The Parlour review – An argument breaks out over a burger

I used to eat a lot in Canary Wharf. As a pre-teen, my father would force me twice yearly to do work experience with a distant relative at BNY Mellon, despite my young anti-establishment affectations.

Every lunchtime, Uncle Humphrey would usher me out of his office with a five pound note and a pat on the head, a fairly difficult act for him as he topped out at 5 foot 3 and I was actually pretty well developed for a twelve-year-old.

Humphrey himself would indulge in a ‘liquid lunch’, a meal that at the time I assumed meant Covent Garden soup and Innocent smoothies, but which I now understand was something entirely different (miso and Rubicon). Back then, my budget could only furnish me with a daily Pret-a-Manger, but that allegiance came to a swift end when my schoolboy French was mistaken for a sexual advance towards a branch manager.

The Parlour, another venture in the popular Drake and Morgan chain, was my first outing in Canary Wharf since those salad days. I started with the Little London meatballs, a hearty and comforting dish with the sort of pleasing cheesecurd and braised meat combination that I always think would be excellent at three in the morning when you’ve gone home alone again but which you can’t for love-nor-money get the guys at McDonald’s to whip up for you. I asked for a bit of bread to soak up the sauce, and a waiter ceremoniously carted over a vast, showy bread vessel that made me feel a bit like I’d ordered the most expensive bread-sharer on the menu in the VIP section of a bread themed nightclub in an effort to impress some visiting Japanese bread makers.

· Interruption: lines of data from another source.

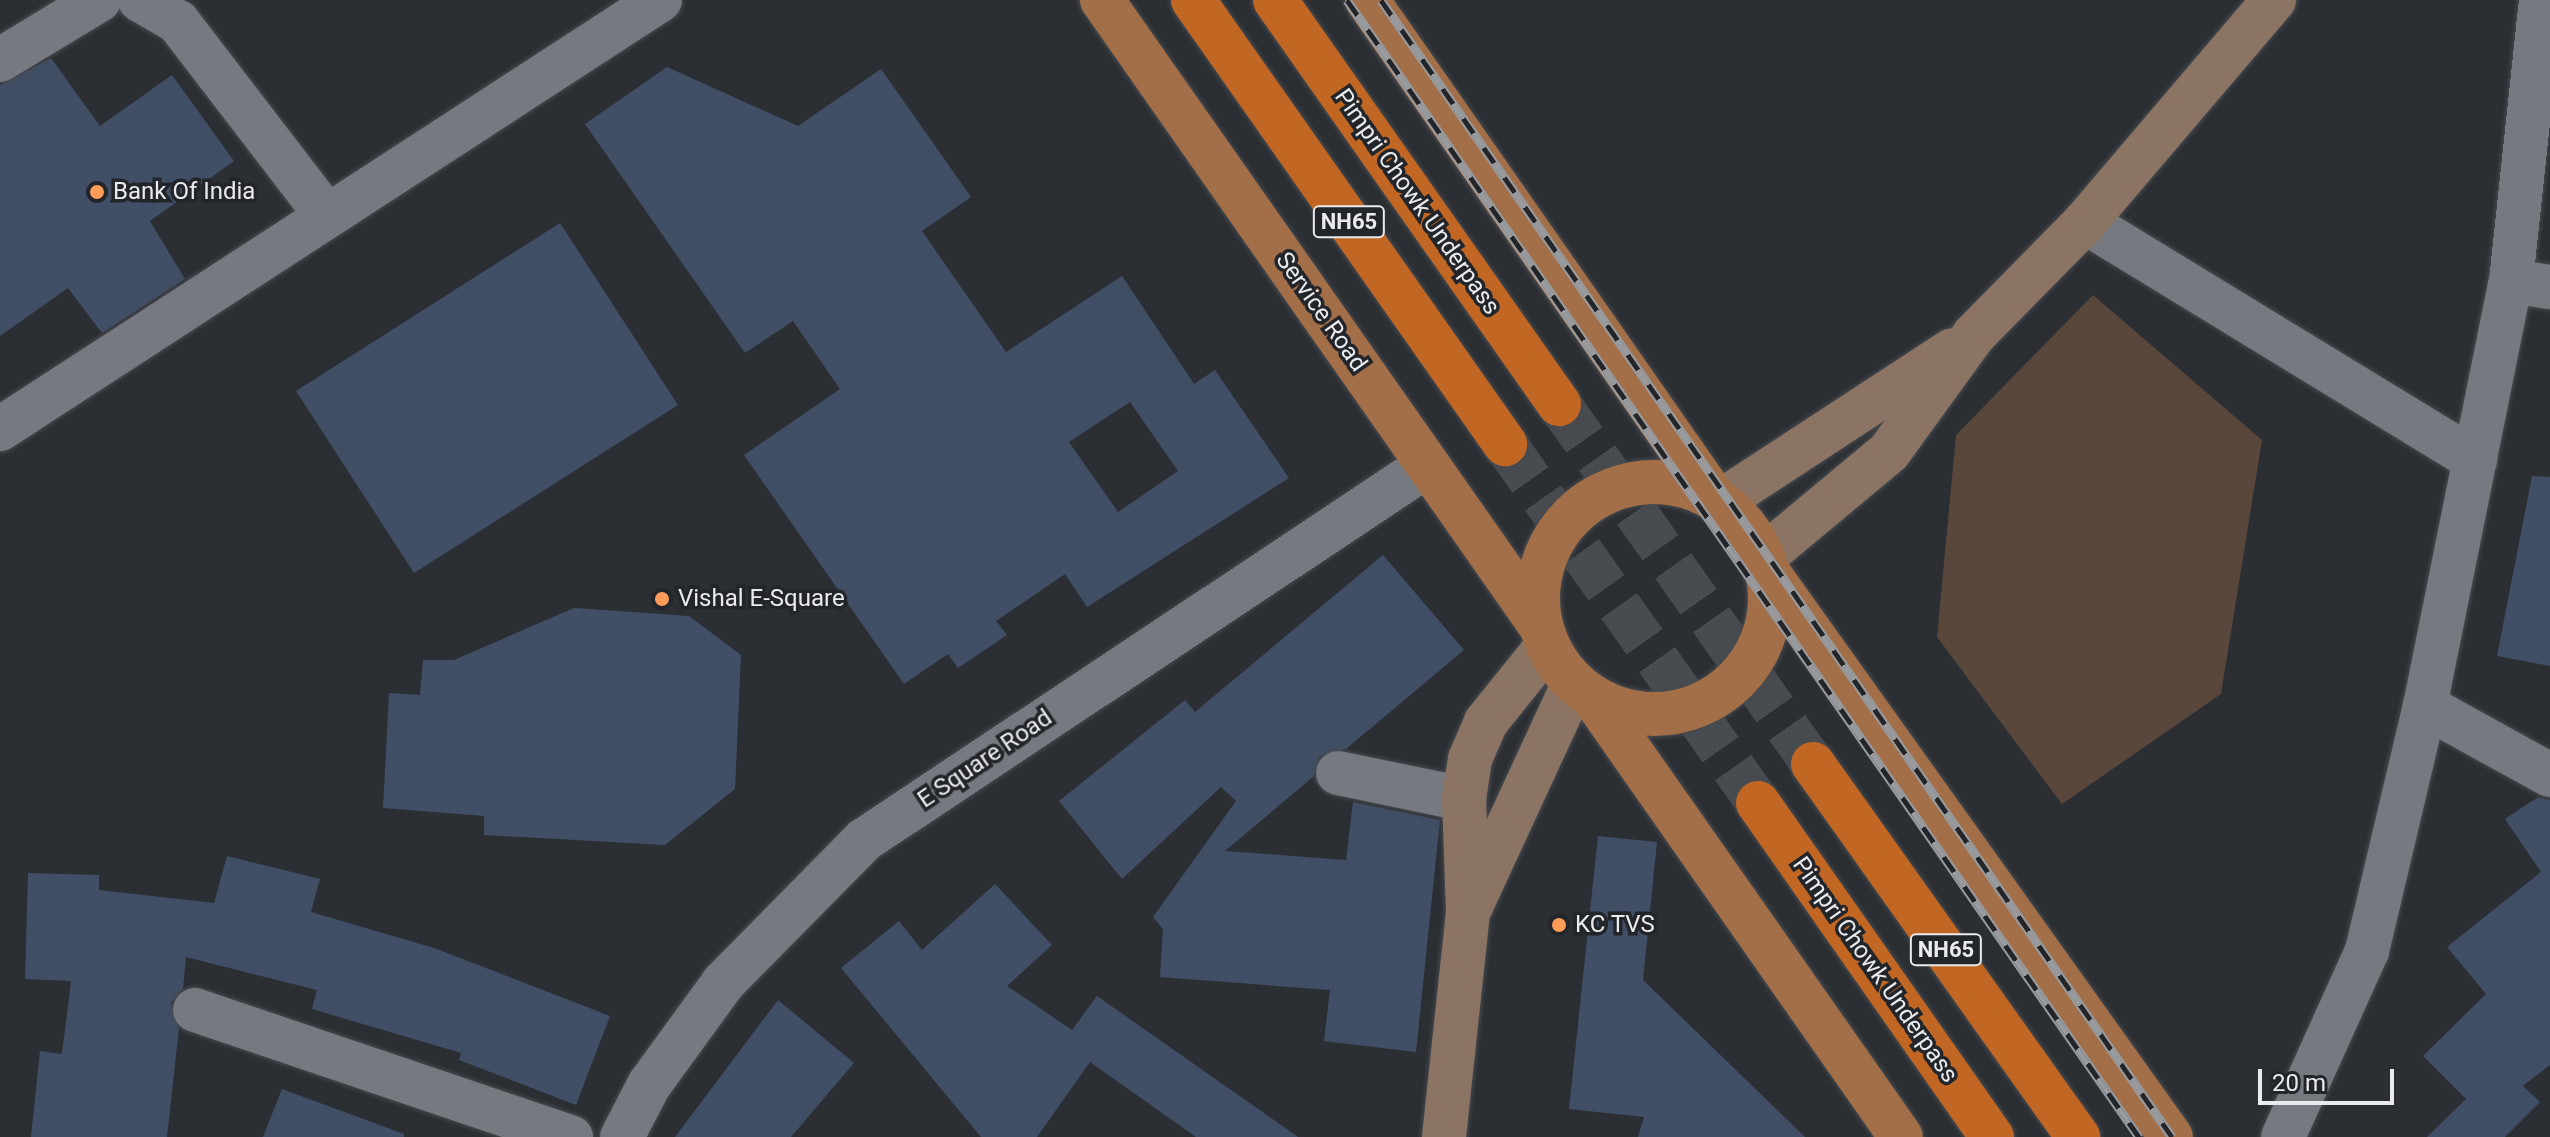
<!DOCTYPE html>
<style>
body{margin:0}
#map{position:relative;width:2550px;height:1137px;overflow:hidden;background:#2b2f34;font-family:Roboto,sans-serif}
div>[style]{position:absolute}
.green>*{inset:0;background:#5a473b}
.building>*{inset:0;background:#414f66}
.highway-tunnel>*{height:44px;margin-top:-22px;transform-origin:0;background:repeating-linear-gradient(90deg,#484b50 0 44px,transparent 0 66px)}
.roads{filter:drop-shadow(0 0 2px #474a4e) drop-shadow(0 0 2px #474a4e)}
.street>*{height:44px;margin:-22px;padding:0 22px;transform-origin:22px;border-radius:22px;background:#767a80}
.secondary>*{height:44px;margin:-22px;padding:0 22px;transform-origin:22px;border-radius:22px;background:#8c7464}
.primary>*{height:44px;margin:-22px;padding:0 22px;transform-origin:22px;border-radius:22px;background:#a36f48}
.primary>.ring{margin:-22px;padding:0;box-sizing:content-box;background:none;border:44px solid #a36f48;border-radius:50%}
.highway>*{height:44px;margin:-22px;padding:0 22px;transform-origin:22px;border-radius:22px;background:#c16723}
.rail>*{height:9px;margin-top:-4.5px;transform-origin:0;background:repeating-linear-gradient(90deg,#22252a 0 18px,#979a9e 0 36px);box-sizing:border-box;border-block:2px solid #979a9e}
.dots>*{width:22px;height:22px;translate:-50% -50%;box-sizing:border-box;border:4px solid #22252a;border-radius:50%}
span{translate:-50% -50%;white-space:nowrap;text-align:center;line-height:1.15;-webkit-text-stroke:7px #22252a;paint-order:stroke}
.shield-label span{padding:2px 6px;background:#22252a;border:2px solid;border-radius:6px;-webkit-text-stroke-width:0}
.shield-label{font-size:22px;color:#e9ebee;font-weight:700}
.poi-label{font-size:24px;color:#e9ebee}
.left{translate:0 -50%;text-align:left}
.street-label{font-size:24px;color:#e9ebee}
.scale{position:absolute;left:2258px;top:1069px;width:136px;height:36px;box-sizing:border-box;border:4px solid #e9ebee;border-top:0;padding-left:10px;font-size:24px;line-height:28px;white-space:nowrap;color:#e9ebee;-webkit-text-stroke:6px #22252a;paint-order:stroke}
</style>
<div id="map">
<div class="green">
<i style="clip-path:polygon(2093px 295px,2262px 440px,2221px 694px,2062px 804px,1937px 637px,1956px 435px)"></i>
</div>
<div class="building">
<i style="clip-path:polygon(51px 58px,100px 126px,172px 75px,234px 161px,150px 221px,185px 279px,102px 333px,68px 288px,0 336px,0 85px)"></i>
<i style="clip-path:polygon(evenodd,667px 67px,798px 126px,881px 69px,971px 197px,922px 231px,1006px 352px,1122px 276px,1194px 384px,1215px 370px,1289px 478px,1087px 607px,1065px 574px,996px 621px,1007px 635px,958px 668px,948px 654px,904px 684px,744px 455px,840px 389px,793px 321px,745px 353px,585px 124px,667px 67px,1130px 402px,1178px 471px,1118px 512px,1069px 442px,1130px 402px)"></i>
<i style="clip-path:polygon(560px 223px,678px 405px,414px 573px,296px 391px)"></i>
<i style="clip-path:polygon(2532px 476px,2550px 477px,2550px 666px,2497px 656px)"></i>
<i style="clip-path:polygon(1383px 555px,1464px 650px,1346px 749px,1320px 756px,1314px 776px,1225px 851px,1346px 860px,1353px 802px,1440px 820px,1416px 1052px,1324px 1041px,1330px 990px,1160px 977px,1163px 929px,1153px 917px,1236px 801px,1221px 787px,1122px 879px,1059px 801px,1185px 700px,1195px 712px)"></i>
<i style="clip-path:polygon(574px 608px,689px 616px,741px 655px,735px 789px,665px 845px,484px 835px,484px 816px,383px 808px,389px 693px,420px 695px,423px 660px,454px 660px)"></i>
<i style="clip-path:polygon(2538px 797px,2550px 800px,2550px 1065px,2523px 1086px,2540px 1102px,2505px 1137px,2427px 1137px,2466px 1099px,2423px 1056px,2486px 994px,2447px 947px,2541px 872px,2505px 819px)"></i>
<i style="clip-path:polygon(1598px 836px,1657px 842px,1643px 980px,1805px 1137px,1638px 1137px,1644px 1117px,1569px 1109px)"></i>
<i style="clip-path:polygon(227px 856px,320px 879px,311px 912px,434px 948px,610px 1016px,576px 1105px,459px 1060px,461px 1053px,312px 1009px,317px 990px,186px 957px,183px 989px,171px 1003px,179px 1028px,167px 1137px,31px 1137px,40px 1051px,62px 1054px,71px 981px,25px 979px,28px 873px,99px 875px,99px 890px,214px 903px)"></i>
<i style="clip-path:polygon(995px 884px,1052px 945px,1007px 986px,1072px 1030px,1097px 996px,1298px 1137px,1196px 1137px,1090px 1062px,1037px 1137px,981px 1137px,841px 968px,899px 921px,922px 950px)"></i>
<i style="clip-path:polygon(778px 1000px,854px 1063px,791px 1137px,675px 1137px)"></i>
<i style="clip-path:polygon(282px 1089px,404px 1134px,404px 1137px,263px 1137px)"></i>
</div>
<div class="highway-tunnel">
<i style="left:1559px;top:404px;width:441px;rotate:54.8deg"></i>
<i style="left:1505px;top:444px;width:439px;rotate:54.8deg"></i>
</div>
<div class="roads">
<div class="street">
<i style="left:140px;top:0;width:44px;rotate:30.1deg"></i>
<i style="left:178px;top:22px;width:240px;rotate:52.5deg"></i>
<i style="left:0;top:60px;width:116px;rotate:-31.2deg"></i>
<i style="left:2085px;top:222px;width:457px;rotate:31.4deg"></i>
<i style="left:2511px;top:281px;width:39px;rotate:9deg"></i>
<i style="left:0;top:429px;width:787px;rotate:-33.02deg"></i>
<i style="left:2425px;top:706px;width:143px;rotate:28.9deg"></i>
<i style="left:1338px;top:773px;width:129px;rotate:11.7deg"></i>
<i style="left:195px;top:1010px;width:397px;rotate:18.7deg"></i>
<i style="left:622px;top:1137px;width:59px;rotate:-62.6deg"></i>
<i style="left:649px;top:1085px;width:126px;rotate:-54deg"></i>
<i style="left:723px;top:983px;width:201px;rotate:-45.4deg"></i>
<i style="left:864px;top:840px;width:677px;rotate:-33.62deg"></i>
<i style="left:2283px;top:1137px;width:204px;rotate:-65.7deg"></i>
<i style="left:2367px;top:951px;width:252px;rotate:-76.7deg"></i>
<i style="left:2425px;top:706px;width:434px;rotate:-78.6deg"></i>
<i style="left:2511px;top:281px;width:283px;rotate:-83.9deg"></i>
</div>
<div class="secondary">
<i style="left:1720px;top:502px;width:277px;rotate:-33.2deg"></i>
<i style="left:1763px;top:557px;width:164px;rotate:-39.8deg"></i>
<i style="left:1889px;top:452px;width:145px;rotate:-54deg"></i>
<i style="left:1974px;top:335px;width:158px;rotate:-45.5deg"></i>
<i style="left:2085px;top:222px;width:292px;rotate:-49.6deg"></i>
<i style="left:1471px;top:906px;width:246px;rotate:-65.2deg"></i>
<i style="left:1444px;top:1137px;width:226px;rotate:-83.9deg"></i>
<i style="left:1468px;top:912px;width:113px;rotate:-92deg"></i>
<i style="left:1464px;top:799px;width:40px;rotate:-81.5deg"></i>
<i style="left:1470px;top:759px;width:40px;rotate:-66.6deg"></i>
<i style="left:1486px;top:722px;width:97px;rotate:-51.2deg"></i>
</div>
<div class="primary">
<i style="left:1102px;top:0;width:763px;rotate:54.98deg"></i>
<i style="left:1367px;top:0;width:608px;rotate:55.11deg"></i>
<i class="ring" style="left:1538px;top:482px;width:188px;height:188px"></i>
<i style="left:1767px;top:571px;width:695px;rotate:54.48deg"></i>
<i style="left:1592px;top:696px;width:538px;rotate:54.98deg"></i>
</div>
<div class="highway">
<i style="left:1193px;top:0;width:543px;rotate:54.9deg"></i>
<i style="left:1275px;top:0;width:494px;rotate:54.9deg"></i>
<i style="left:1813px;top:764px;width:458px;rotate:54.6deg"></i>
<i style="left:1758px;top:803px;width:408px;rotate:55deg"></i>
</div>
</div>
<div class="rail">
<i style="left:1347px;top:0;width:1386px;rotate:55.14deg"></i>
<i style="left:1381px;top:0;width:1385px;rotate:55.17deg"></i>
</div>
<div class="dots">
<i style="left:97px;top:192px;background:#fe9b59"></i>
<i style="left:662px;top:599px;background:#fe9b59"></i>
<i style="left:1559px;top:925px;background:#fe9b59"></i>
</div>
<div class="shield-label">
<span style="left:1349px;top:222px">NH65</span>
<span style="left:1946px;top:950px">NH65</span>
</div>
<div class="poi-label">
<span class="left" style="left:113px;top:192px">Bank Of India</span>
<span class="left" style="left:678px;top:599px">Vishal E-Square</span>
<span class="left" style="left:1575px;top:925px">KC TVS</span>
</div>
<div class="street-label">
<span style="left:1417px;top:202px;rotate:55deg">Pimpri Chowk Underpass</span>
<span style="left:1321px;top:312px;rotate:55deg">Service Road</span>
<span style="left:985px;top:759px;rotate:-34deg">E Square Road</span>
<span style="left:1875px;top:970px;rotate:55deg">Pimpri Chowk Underpass</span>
</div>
<div class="scale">20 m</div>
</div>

The Wagyu beef burger that my dining companion chose from the grill was lovely. So lovely in fact, that I was cursing myself for not having ordered it myself, and the childish jealousy this inspired in me was one of the many reasons that we argued for the entirety of the bus ride home, much to the distress of a Filipino couple on the top deck. The winterberry crumble was a nice way to finish things off, the fruit tart enough to keep us on our toes and the vanilla ice cream just what the doctor ordered (if the doctor was fairly relaxed about saturated fats.)

By far the biggest disappointment of the evening was the Rib Eye steak. It should be an easy 3 points for this place, catering as it does for red-blooded, meatheaded bankers. As it happens, it was lifeless, flabby and a touch too expensive. ’Flabby and expensive’, if you’re interested, is precisely how the less friendly members of my family describe Uncle Humphrey’s current wife. To be fair, every time I’ve visited them recently she’s been flopping heavily around in a flowerbed, her skin the colour of a mahogany side table and her flanks spilling unashamedly over a chintz bikini. As for the expensive bit, she once bought an indoor plant that cost over a thousand pounds. And that was in the nineties, so Lord knows what it would have cost in the current climate.